■ YOUR TASK:
Your task is to repeat all of the data exactly while excluding the pictures.

■ Dataset entries:
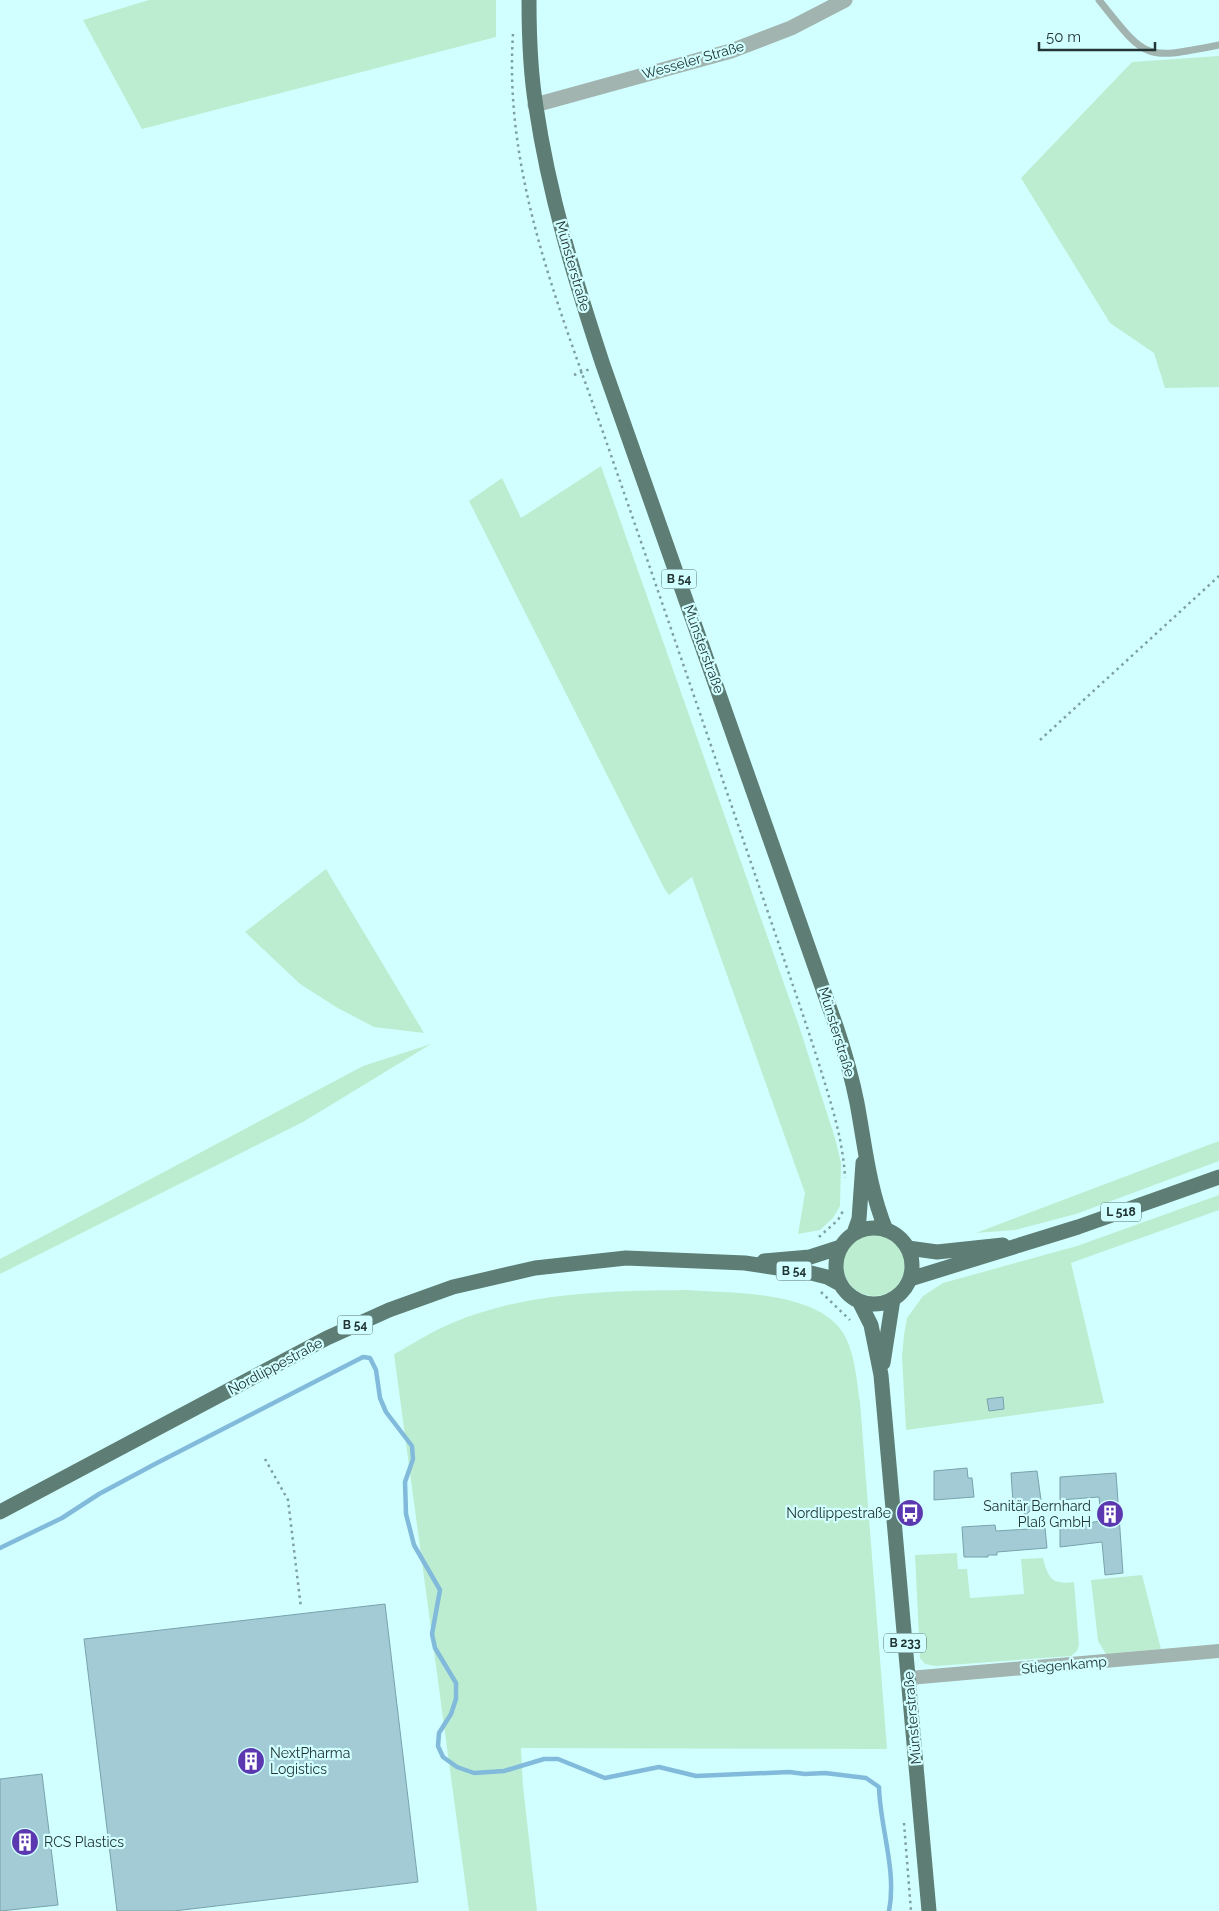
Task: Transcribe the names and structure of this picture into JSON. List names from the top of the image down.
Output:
{
  "streets": {
    "main road": [
      "Münsterstraße",
      "B 54",
      "L 518",
      "Nordlippestraße",
      "B 233"
    ],
    "street": ["Wesseler Straße", "Stiegenkamp"]
  },
  "crossings": [
    ["Wesseler Straße", "Münsterstraße"],
    ["Münsterstraße", "L 518"],
    ["Münsterstraße", "Nordlippestraße"],
    ["Münsterstraße", "Stiegenkamp"],
    ["L 518", "Nordlippestraße"]
  ],
  "places": {
    "bus stop": ["Nordlippestraße"],
    "building": ["Sanitär Bernhard Plaß GmbH", "NextPharma Logistics", "RCS Plastics"]
  },
  "scale_bar": "50 m"
}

■ SOLVED EXERCISE:
Task: Transcribe the names and structure of this picture into JSON. List names from the top of the image down.
Output:
{
  "streets": {
    "main road": [
      "Münsterstraße",
      "B 54",
      "L 518",
      "Nordlippestraße",
      "B 233"
    ],
    "street": ["Wesseler Straße", "Stiegenkamp"]
  },
  "crossings": [
    ["Wesseler Straße", "Münsterstraße"],
    ["Münsterstraße", "L 518"],
    ["Münsterstraße", "Nordlippestraße"],
    ["Münsterstraße", "Stiegenkamp"],
    ["L 518", "Nordlippestraße"]
  ],
  "places": {
    "bus stop": ["Nordlippestraße"],
    "building": ["Sanitär Bernhard Plaß GmbH", "NextPharma Logistics", "RCS Plastics"]
  },
  "scale_bar": "50 m"
}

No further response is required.